With the know-how of our brewers, who focus on the flavor of tradition, and our management of sanitation and product quality, we are developing the real deal.
In addition to our technique, our sake has a taste that conveys the natural features of Kazuno City, a city nurtured by the magnificent nature of Towada-Hachimantai National Park.
For many years, “Fukuju” has been known and loved for making miso and brewing soy sauce.
With 100 years of history behind us, we are creating new traditions with up-to-date technology.
100-Year Kura Miso
A miso made with no additives, Akita-grown soybeans, and Akita Komachi brand rice, with a 12% koji (malted rice) ratio. It’s finished off with a bright golden yellow color, a special characteristic of Akita miso.

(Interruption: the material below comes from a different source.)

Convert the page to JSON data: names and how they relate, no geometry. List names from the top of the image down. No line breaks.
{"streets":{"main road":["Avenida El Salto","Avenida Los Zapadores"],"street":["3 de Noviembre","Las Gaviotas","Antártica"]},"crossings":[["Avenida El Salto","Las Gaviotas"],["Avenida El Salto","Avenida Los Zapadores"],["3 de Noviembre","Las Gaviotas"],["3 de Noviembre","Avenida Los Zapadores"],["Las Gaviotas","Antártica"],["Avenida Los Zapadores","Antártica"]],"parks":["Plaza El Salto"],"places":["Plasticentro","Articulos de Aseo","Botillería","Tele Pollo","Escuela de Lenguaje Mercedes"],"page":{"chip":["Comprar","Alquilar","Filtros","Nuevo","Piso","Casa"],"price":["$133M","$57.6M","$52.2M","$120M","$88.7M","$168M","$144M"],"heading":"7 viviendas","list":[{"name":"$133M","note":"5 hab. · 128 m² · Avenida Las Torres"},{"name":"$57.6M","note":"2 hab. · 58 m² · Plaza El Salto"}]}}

Shirakami Soybean Soy Sauce
An unprocessed soybean soy sauce made with soybeans grown at the foot of the Shirakami Mountains (a World Natural Heritage Site) and Akita-produced flour.
Hinai Jidori Chicken Soup
A concentrated soup made with Hinai Jidori chicken stock, our house-made soy sauce, and no added MSG. It is great for nabe (hot pot).
In 1996, our company relocated from the Hanawa area of Kazuno City to the Yoneshiro River riverside.

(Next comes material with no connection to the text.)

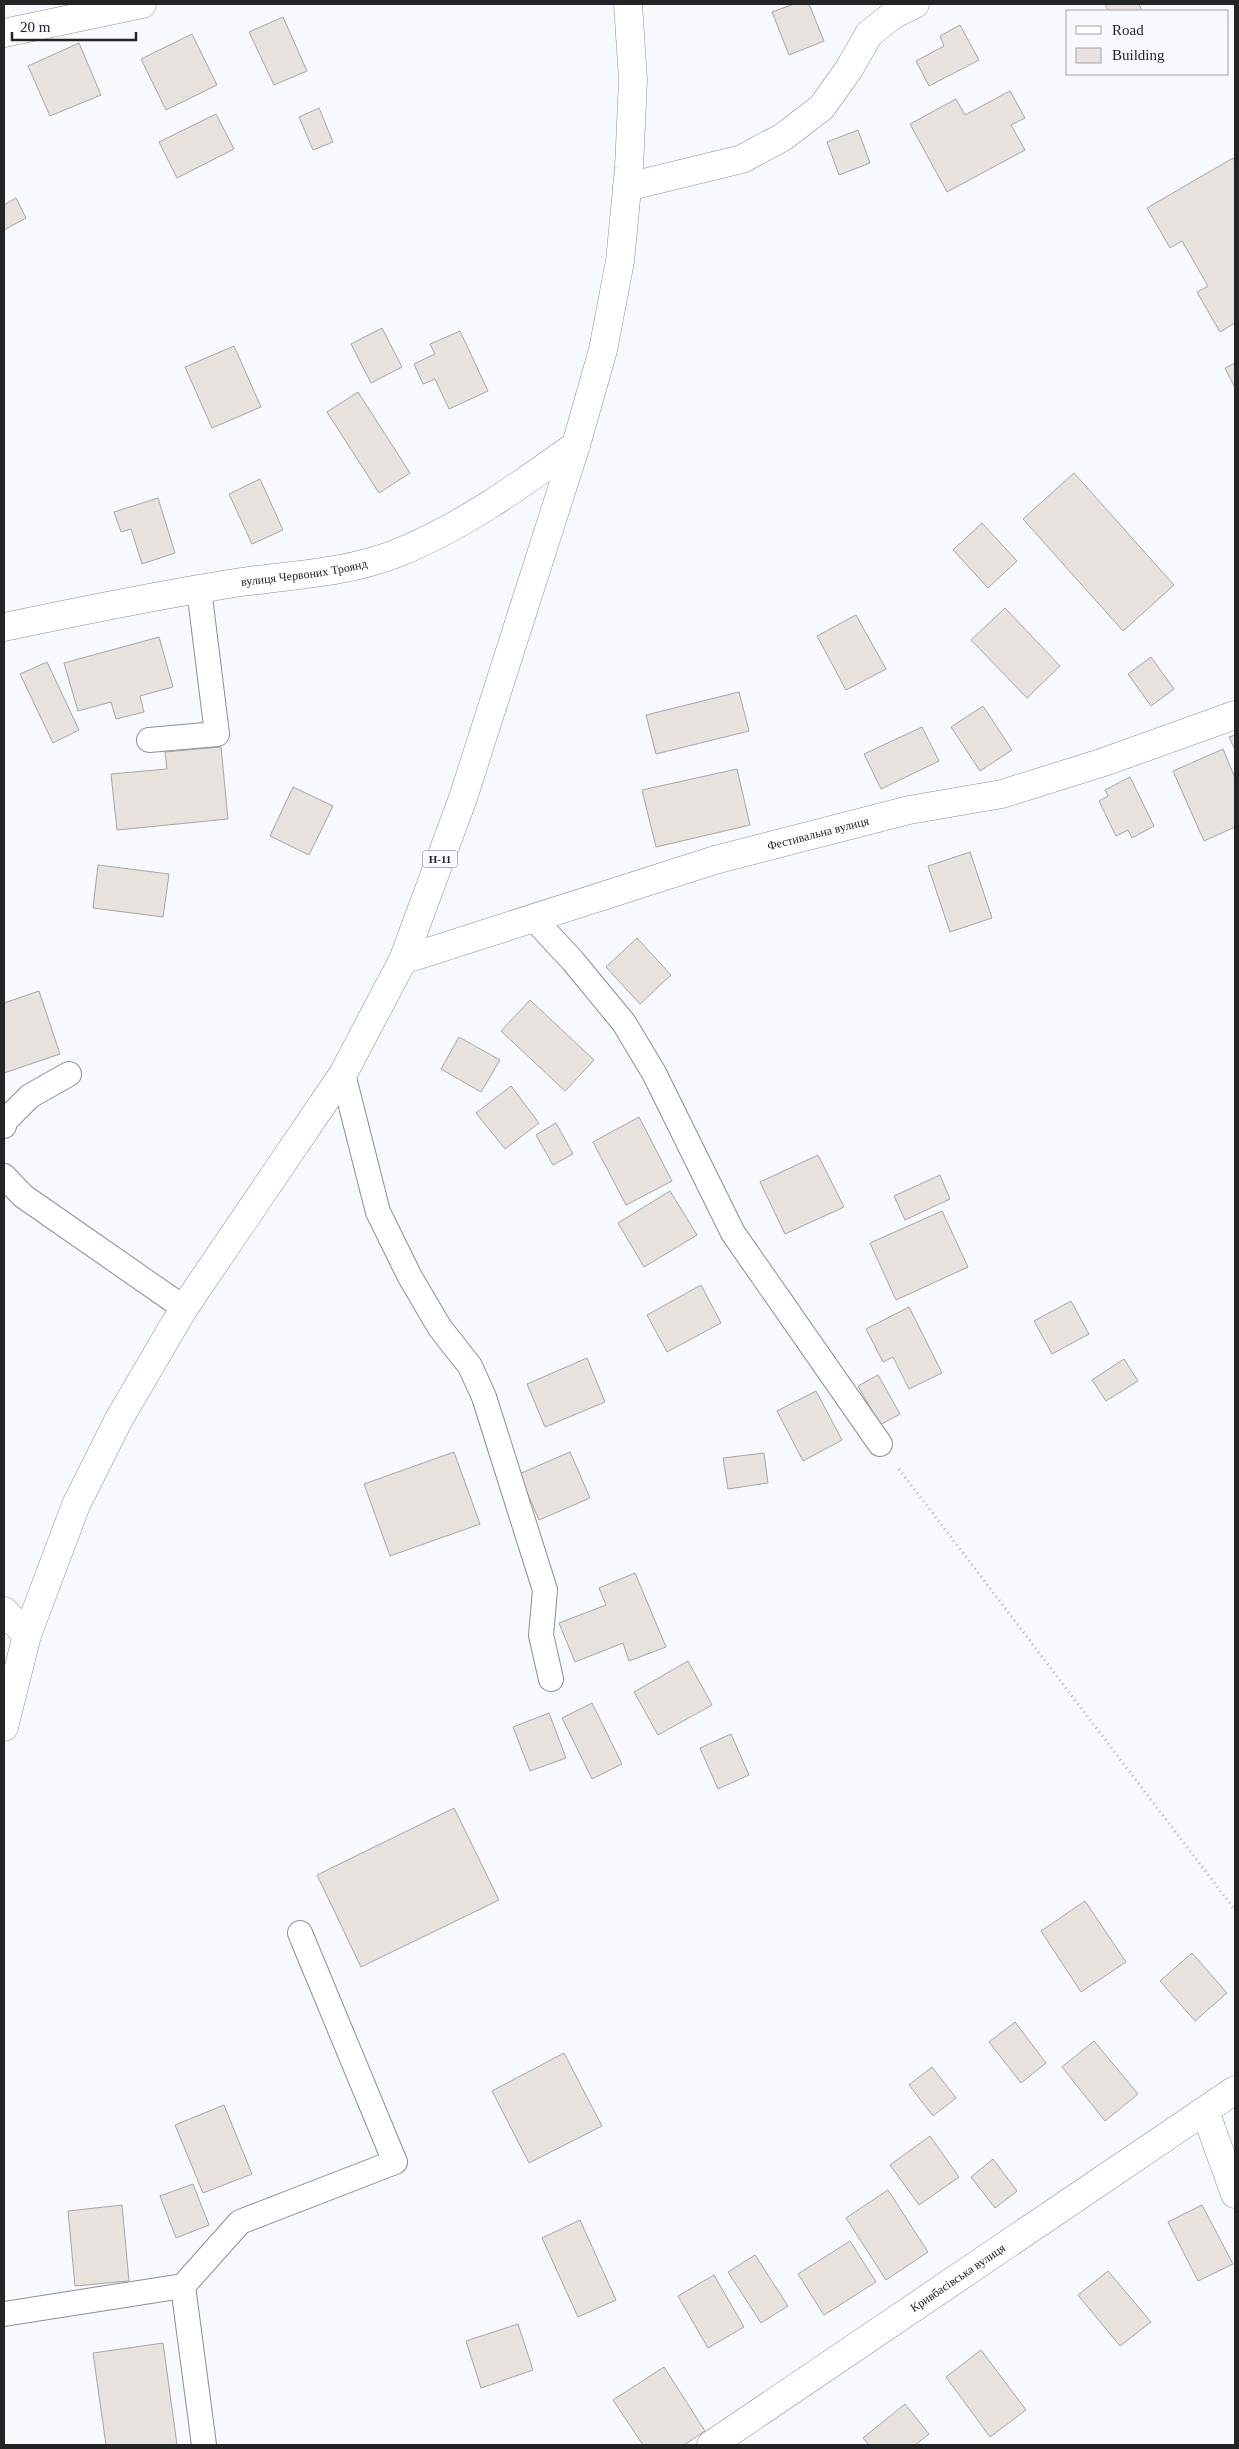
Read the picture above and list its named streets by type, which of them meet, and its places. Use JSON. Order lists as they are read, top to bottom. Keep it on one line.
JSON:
{"streets":{"street":["вулиця Червоних Троянд","Фестивальна вулиця","Н-11","Кривбасівська вулиця"]},"crossings":[["вулиця Червоних Троянд","Н-11"],["Фестивальна вулиця","Н-11"]],"legend":["Road","Building"],"scale_bar":"20 m"}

We consistently produce our miso and soy sauce from the preparation and fermentation stages to shipment, and put our heart into their completed products, using regional ingredients such as Akita Komachi rice and Hinai Jidori chicken.

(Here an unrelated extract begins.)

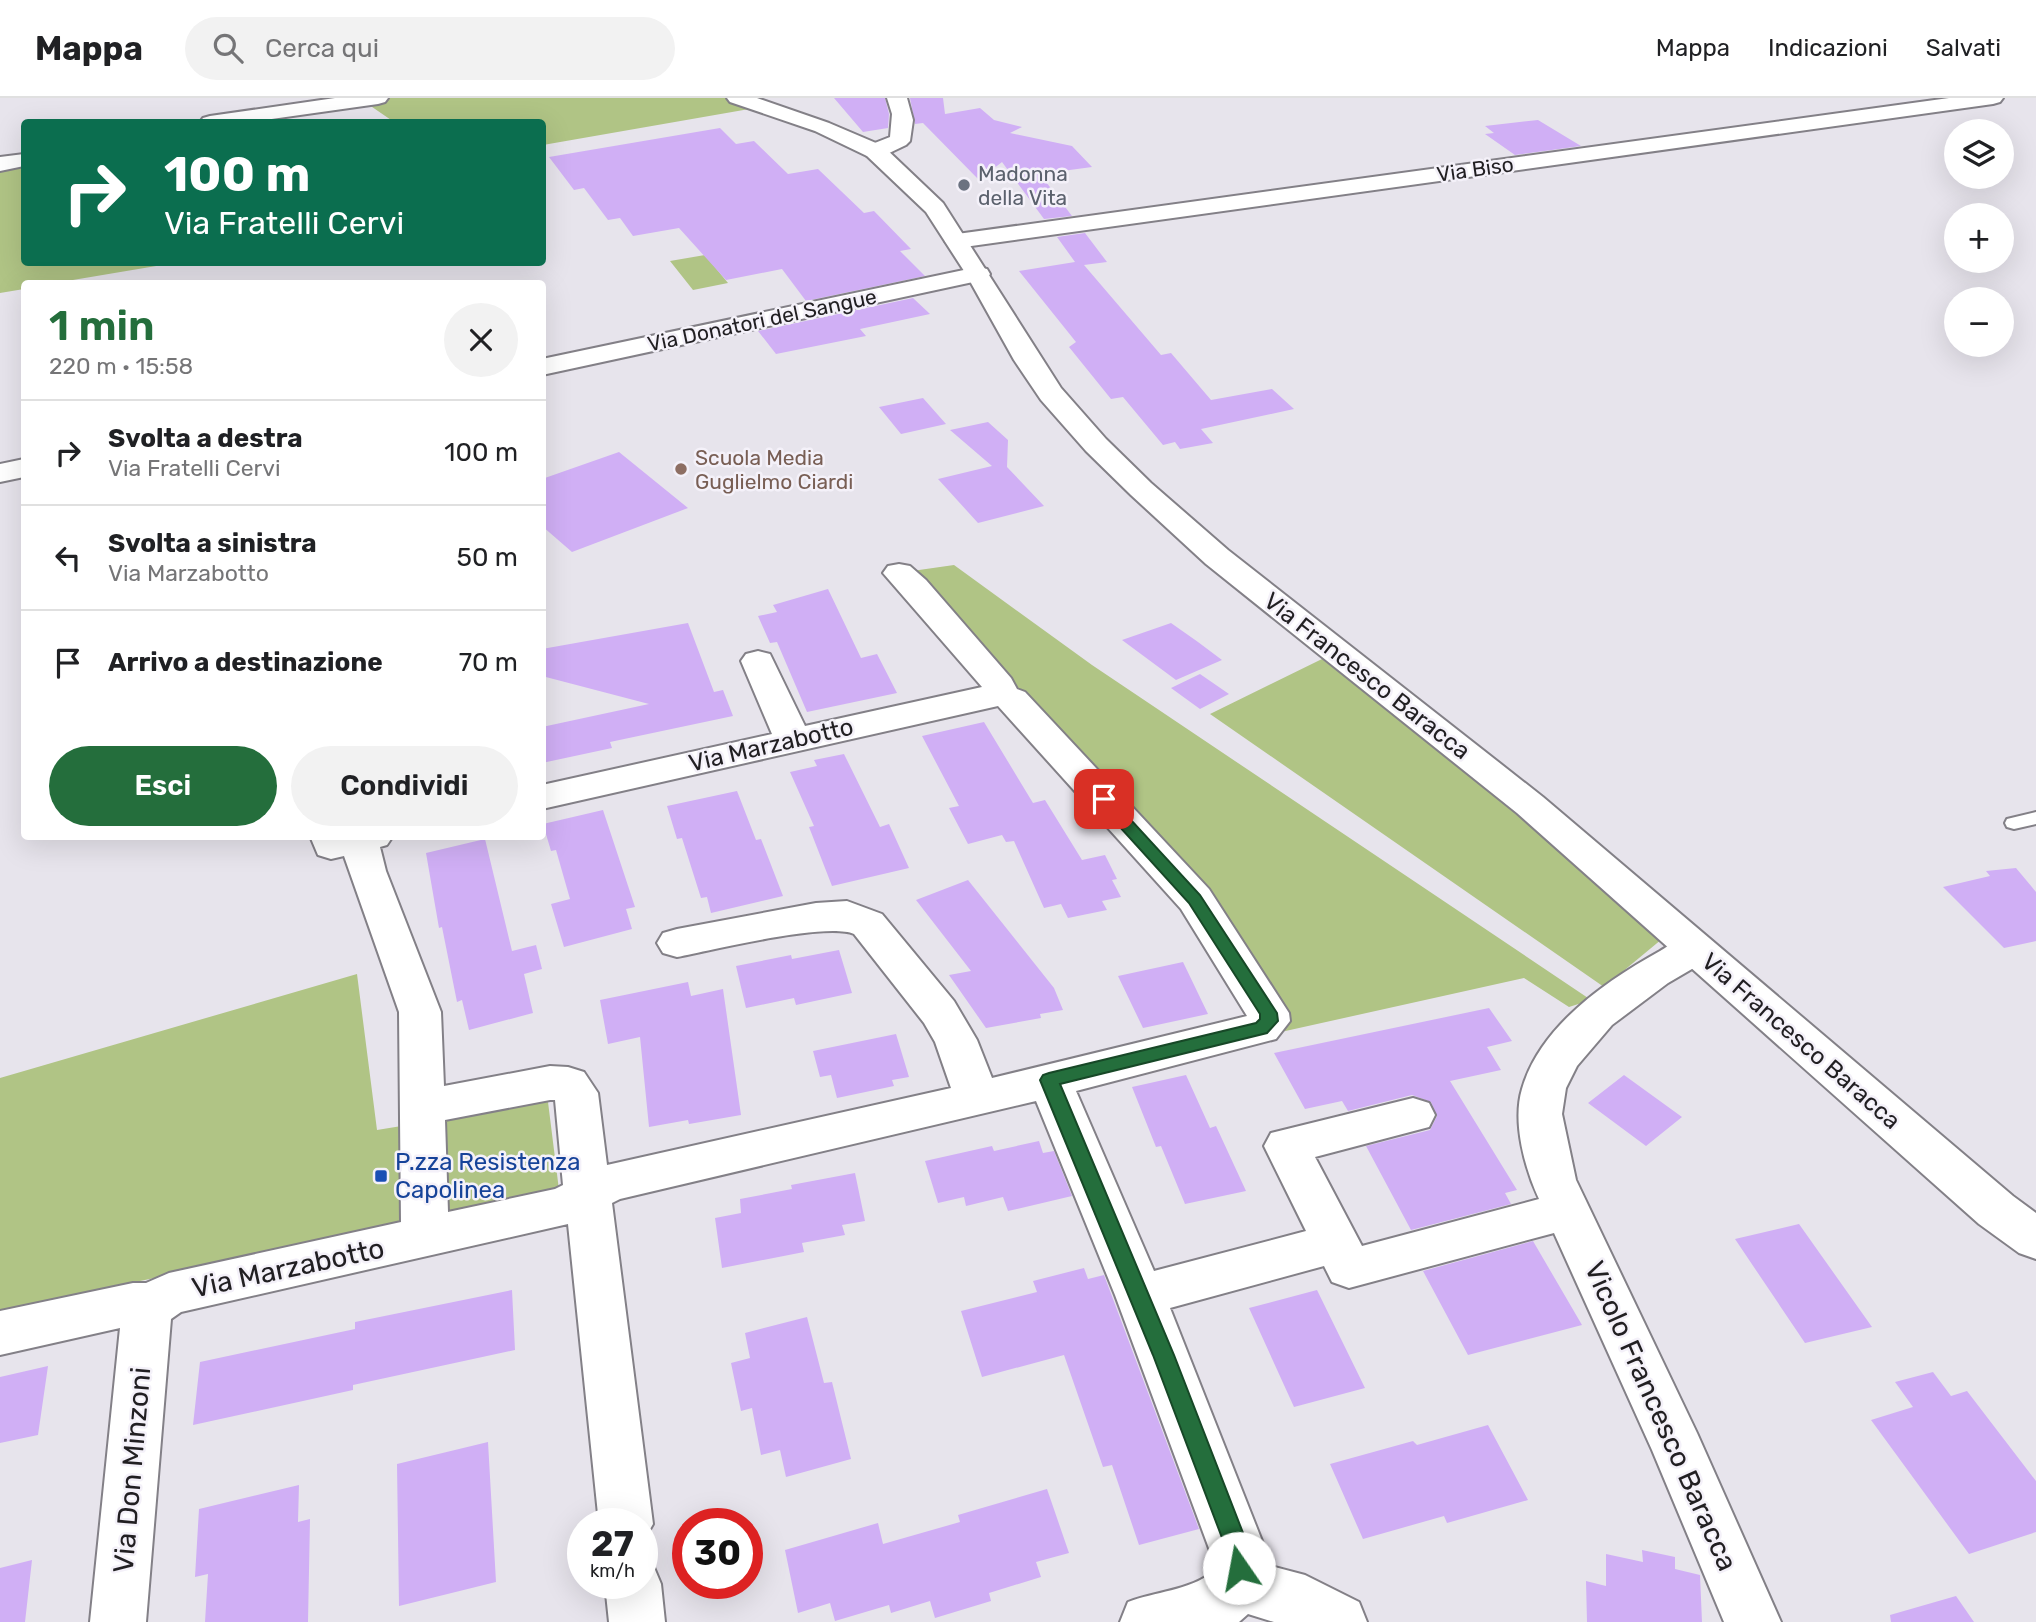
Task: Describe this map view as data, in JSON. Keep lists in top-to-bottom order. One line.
{"streets":{"street":["Via Biso","Via Donatori del Sangue","Via Francesco Baracca","Via Marzabotto","Vicolo Francesco Baracca","Via Don Minzoni"]},"crossings":[["Via Biso","Via Francesco Baracca"],["Via Donatori del Sangue","Via Francesco Baracca"],["Via Francesco Baracca","Vicolo Francesco Baracca"],["Via Marzabotto","Via Don Minzoni"]],"places":{"other":["Madonna della Vita","Scuola Media Guglielmo Ciardi"],"transit":["P.zza Resistenza Capolinea"]},"page":{"header":"Mappa","search":"Cerca qui","nav":["Mappa","Indicazioni","Salvati"],"map_buttons":["+","−"],"turn":["100 m","Via Fratelli Cervi"],"heading":["1 min","220 m · 15:58"],"list":[{"name":"Svolta a destra","note":"Via Fratelli Cervi","value":"100 m"},{"name":"Svolta a sinistra","note":"Via Marzabotto","value":"50 m"},{"name":"Arrivo a destinazione","value":"70 m"}],"buttons":["Esci","Condividi"],"speed":"27 km/h","limit":"30"}}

Even nationwide, the number of miso and soy sauce factories that see their products from start through finish is decreasing.
Every Thursday and Friday around 11:00, the preparation stage for miso takes place, engulfing our factory with the aroma of koji (malted rice) and soybeans (depending on the season, there are times when this does not occur). The prepared miso, which is stored in a long row of fermentation rooms, has its own sweet aroma. We prepare our soy sauce batches at 6-month intervals, and the aroma of soy sauce at various stages – pre-fermentation, mid-fermentation, mid-maturation, etc. – is present in 42,000L-sized tanks. You can even peek inside the tanks themselves. We have respective lines for each packaging machine: glass bottles, plastic bottles, small bags, and retorts.